• **What is expected**:
Beginning with the very first line, please reproduce the entries exactly through the line containing "ctx.lineCap = dash ? 'butt' : 'round';".

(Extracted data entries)
::::::::::

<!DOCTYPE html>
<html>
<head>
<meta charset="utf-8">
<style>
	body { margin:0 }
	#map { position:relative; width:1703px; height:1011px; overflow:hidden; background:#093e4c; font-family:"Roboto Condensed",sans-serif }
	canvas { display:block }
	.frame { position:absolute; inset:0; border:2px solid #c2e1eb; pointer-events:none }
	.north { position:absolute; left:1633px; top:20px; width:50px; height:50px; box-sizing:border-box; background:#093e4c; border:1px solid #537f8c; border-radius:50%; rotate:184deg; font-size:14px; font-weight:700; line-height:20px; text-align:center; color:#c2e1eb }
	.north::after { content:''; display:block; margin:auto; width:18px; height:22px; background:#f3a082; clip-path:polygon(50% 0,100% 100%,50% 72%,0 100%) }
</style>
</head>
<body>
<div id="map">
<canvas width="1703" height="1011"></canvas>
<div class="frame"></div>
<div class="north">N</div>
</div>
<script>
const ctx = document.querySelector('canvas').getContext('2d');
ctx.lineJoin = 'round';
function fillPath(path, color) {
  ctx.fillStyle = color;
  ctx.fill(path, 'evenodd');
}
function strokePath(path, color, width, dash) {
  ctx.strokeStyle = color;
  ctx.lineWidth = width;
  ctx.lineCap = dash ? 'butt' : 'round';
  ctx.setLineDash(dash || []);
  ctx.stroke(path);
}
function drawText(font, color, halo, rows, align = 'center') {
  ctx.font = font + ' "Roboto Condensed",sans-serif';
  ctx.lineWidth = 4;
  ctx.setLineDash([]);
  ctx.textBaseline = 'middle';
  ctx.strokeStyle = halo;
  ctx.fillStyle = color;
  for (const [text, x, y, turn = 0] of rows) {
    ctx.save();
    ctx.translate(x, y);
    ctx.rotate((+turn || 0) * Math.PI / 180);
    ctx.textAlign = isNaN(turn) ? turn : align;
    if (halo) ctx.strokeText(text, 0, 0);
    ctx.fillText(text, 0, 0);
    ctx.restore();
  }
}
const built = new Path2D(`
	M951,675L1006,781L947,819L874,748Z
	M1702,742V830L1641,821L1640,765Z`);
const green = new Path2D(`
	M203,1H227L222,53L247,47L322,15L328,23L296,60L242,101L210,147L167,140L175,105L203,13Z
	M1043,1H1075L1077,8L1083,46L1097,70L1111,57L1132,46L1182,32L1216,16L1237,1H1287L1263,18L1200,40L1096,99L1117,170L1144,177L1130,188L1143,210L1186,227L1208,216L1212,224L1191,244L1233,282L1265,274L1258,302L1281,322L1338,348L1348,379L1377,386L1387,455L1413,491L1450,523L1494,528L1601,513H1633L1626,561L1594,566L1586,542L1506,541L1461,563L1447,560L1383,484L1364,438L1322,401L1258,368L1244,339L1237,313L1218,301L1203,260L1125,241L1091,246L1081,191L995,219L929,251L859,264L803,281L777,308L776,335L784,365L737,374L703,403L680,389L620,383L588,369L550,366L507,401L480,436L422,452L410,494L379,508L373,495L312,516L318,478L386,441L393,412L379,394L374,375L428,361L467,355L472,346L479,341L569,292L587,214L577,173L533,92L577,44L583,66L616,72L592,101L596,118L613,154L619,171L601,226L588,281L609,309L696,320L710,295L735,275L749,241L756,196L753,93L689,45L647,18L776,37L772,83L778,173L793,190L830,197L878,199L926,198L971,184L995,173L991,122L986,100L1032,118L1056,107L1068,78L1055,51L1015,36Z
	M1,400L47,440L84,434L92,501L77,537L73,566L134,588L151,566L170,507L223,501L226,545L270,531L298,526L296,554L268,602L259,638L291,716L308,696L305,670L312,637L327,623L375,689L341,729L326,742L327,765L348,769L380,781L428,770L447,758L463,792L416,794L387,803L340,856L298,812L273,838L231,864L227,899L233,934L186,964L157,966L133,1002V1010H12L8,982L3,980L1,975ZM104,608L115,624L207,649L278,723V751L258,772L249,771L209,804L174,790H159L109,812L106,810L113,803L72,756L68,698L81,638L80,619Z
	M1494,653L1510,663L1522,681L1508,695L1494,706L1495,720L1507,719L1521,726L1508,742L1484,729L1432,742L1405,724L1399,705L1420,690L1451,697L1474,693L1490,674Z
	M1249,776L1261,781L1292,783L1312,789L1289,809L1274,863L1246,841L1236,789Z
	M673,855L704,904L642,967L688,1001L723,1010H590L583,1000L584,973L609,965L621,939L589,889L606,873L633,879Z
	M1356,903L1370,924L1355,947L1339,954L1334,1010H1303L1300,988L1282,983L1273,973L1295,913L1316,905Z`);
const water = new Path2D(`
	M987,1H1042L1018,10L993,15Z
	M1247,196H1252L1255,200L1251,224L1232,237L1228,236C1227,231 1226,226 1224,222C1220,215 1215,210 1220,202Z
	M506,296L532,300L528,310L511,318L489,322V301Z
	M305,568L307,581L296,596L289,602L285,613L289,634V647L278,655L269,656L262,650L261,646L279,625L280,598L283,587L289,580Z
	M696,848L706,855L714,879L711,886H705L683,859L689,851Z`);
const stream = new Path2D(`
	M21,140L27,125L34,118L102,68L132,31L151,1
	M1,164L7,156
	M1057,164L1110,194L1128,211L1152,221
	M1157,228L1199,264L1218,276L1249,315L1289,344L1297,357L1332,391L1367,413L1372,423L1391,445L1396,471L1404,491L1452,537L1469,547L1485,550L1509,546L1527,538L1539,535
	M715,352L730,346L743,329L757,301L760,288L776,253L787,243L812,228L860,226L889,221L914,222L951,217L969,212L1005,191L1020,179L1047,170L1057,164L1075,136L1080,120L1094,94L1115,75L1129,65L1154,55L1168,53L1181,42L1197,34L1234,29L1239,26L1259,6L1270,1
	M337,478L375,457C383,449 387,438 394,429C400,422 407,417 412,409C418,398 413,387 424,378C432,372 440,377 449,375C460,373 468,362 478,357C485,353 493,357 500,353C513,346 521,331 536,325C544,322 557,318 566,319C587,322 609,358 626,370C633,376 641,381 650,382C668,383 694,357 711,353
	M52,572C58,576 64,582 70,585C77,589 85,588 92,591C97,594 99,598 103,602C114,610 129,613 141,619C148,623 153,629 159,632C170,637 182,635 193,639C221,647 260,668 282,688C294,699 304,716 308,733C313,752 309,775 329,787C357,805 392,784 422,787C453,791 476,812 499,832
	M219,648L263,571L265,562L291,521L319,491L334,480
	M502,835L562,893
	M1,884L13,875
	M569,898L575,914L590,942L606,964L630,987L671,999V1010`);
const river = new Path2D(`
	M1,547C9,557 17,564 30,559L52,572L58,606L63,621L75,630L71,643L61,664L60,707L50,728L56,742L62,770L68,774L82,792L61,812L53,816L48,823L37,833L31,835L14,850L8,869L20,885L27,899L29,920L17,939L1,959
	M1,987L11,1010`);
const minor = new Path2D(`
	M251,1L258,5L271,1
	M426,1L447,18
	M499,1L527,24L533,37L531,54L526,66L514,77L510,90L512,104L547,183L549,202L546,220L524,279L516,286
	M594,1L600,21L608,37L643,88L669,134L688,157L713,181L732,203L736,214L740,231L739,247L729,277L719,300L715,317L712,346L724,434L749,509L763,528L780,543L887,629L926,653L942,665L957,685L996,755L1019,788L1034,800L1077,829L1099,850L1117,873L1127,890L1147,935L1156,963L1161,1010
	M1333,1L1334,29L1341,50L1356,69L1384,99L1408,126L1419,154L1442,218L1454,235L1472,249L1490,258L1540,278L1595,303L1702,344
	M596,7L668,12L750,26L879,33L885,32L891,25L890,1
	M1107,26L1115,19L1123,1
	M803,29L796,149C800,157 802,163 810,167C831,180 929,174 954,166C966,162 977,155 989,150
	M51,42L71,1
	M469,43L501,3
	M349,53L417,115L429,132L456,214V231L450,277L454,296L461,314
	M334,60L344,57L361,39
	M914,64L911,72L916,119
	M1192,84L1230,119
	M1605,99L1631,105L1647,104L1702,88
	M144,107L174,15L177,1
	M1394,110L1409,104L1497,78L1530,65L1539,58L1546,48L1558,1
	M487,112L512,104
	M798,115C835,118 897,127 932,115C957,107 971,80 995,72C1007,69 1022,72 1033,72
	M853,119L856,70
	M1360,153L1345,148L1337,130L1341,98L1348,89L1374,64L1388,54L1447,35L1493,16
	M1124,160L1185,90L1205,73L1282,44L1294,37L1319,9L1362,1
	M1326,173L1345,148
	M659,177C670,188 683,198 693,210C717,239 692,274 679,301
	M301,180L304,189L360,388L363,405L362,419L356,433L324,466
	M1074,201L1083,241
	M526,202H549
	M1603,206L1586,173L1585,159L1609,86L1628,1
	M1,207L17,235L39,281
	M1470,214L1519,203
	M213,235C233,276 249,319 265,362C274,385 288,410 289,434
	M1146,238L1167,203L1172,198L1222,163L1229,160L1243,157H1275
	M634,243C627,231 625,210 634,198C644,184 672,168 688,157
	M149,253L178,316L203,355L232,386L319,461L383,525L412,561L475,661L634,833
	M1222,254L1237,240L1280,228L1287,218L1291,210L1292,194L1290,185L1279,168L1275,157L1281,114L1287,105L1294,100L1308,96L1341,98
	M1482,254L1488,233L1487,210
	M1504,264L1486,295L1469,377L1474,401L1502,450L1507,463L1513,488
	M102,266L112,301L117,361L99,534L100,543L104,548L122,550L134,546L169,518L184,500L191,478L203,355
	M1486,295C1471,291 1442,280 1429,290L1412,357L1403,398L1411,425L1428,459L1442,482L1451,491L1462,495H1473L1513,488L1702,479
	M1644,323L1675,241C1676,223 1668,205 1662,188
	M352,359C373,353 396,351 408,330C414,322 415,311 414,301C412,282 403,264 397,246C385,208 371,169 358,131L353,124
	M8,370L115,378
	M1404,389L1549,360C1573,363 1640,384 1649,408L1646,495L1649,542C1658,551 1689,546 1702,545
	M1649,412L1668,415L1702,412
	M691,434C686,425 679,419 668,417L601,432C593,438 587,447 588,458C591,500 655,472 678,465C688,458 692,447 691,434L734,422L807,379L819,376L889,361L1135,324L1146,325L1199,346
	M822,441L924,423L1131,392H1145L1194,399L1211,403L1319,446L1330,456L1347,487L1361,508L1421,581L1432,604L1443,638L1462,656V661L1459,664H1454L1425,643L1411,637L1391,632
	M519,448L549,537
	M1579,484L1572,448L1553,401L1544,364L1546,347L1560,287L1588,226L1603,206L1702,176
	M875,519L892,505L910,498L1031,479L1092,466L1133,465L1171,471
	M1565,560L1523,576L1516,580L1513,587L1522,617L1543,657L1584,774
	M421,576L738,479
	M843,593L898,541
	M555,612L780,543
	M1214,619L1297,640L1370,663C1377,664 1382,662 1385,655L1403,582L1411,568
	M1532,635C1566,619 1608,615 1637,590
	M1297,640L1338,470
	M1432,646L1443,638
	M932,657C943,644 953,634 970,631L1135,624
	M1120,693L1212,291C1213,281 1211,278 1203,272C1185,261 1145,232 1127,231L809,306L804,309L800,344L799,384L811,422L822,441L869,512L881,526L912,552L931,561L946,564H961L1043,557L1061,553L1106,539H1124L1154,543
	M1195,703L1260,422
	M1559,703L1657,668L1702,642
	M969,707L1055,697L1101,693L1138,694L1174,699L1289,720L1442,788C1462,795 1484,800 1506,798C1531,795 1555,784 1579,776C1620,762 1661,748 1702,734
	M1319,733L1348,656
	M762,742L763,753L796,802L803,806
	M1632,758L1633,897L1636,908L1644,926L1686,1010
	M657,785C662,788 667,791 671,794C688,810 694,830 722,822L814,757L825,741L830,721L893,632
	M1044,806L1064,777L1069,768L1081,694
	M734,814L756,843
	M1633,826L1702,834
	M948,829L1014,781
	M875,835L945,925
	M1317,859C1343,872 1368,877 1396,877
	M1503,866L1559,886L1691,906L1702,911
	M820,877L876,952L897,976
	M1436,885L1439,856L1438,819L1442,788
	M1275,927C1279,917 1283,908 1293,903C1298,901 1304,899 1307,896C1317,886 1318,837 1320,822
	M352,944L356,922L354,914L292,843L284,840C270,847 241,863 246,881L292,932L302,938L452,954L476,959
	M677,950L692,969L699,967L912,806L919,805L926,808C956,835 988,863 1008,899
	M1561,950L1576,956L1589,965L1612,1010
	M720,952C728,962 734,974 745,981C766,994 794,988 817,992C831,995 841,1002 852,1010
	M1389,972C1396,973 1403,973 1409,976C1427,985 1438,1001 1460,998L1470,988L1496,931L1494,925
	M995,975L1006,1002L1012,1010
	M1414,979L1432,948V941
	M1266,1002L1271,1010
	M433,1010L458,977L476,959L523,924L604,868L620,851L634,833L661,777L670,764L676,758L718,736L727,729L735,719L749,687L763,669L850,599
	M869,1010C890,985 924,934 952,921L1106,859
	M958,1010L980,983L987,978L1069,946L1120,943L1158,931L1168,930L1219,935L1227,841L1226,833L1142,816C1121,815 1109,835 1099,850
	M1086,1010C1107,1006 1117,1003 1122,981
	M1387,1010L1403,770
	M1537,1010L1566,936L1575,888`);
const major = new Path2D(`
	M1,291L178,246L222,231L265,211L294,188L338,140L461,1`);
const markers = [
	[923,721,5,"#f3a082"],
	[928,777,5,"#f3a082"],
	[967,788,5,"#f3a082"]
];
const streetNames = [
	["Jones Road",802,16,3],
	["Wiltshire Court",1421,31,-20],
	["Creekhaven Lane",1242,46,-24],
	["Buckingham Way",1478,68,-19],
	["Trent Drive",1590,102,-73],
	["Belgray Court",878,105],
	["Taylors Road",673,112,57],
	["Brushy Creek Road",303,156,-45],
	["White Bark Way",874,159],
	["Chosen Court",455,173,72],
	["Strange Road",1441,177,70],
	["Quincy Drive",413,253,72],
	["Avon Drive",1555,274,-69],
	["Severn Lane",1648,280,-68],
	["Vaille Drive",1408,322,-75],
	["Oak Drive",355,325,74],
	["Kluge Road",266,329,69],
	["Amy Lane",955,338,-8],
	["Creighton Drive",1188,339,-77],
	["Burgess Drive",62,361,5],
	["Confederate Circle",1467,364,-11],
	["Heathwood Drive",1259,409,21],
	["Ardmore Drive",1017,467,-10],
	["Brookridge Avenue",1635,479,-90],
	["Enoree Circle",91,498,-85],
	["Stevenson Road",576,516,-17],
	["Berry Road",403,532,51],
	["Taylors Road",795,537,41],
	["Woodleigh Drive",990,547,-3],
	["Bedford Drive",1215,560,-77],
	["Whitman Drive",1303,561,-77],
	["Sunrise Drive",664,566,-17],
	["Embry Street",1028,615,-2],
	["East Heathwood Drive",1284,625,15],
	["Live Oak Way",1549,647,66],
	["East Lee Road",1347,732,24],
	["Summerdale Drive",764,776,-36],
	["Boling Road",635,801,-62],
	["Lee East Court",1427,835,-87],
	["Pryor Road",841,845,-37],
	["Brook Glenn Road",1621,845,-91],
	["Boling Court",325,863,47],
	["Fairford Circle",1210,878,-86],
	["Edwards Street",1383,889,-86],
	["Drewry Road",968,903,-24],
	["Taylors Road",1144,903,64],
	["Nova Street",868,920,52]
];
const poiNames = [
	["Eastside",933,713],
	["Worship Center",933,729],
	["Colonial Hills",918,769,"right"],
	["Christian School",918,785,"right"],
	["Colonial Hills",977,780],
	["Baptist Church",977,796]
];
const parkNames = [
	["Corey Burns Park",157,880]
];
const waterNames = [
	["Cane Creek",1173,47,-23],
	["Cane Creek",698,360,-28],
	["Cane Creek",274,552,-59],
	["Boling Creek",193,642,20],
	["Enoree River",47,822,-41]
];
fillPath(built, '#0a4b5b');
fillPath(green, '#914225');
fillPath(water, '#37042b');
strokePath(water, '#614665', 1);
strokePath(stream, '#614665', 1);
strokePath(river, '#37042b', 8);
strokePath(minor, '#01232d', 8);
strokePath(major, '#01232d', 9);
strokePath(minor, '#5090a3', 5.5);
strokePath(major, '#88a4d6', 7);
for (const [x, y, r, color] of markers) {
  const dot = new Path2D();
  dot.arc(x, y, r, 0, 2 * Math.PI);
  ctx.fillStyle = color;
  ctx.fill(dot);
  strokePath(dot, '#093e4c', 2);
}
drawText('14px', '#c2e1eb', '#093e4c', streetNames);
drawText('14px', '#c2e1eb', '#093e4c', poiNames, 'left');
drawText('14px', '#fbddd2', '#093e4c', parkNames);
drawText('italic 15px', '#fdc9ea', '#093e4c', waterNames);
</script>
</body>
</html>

::::::::::

• **Task response**:
<!DOCTYPE html>
<html>
<head>
<meta charset="utf-8">
<style>
	body { margin:0 }
	#map { position:relative; width:1703px; height:1011px; overflow:hidden; background:#093e4c; font-family:"Roboto Condensed",sans-serif }
	canvas { display:block }
	.frame { position:absolute; inset:0; border:2px solid #c2e1eb; pointer-events:none }
	.north { position:absolute; left:1633px; top:20px; width:50px; height:50px; box-sizing:border-box; background:#093e4c; border:1px solid #537f8c; border-radius:50%; rotate:184deg; font-size:14px; font-weight:700; line-height:20px; text-align:center; color:#c2e1eb }
	.north::after { content:''; display:block; margin:auto; width:18px; height:22px; background:#f3a082; clip-path:polygon(50% 0,100% 100%,50% 72%,0 100%) }
</style>
</head>
<body>
<div id="map">
<canvas width="1703" height="1011"></canvas>
<div class="frame"></div>
<div class="north">N</div>
</div>
<script>
const ctx = document.querySelector('canvas').getContext('2d');
ctx.lineJoin = 'round';
function fillPath(path, color) {
  ctx.fillStyle = color;
  ctx.fill(path, 'evenodd');
}
function strokePath(path, color, width, dash) {
  ctx.strokeStyle = color;
  ctx.lineWidth = width;
  ctx.lineCap = dash ? 'butt' : 'round';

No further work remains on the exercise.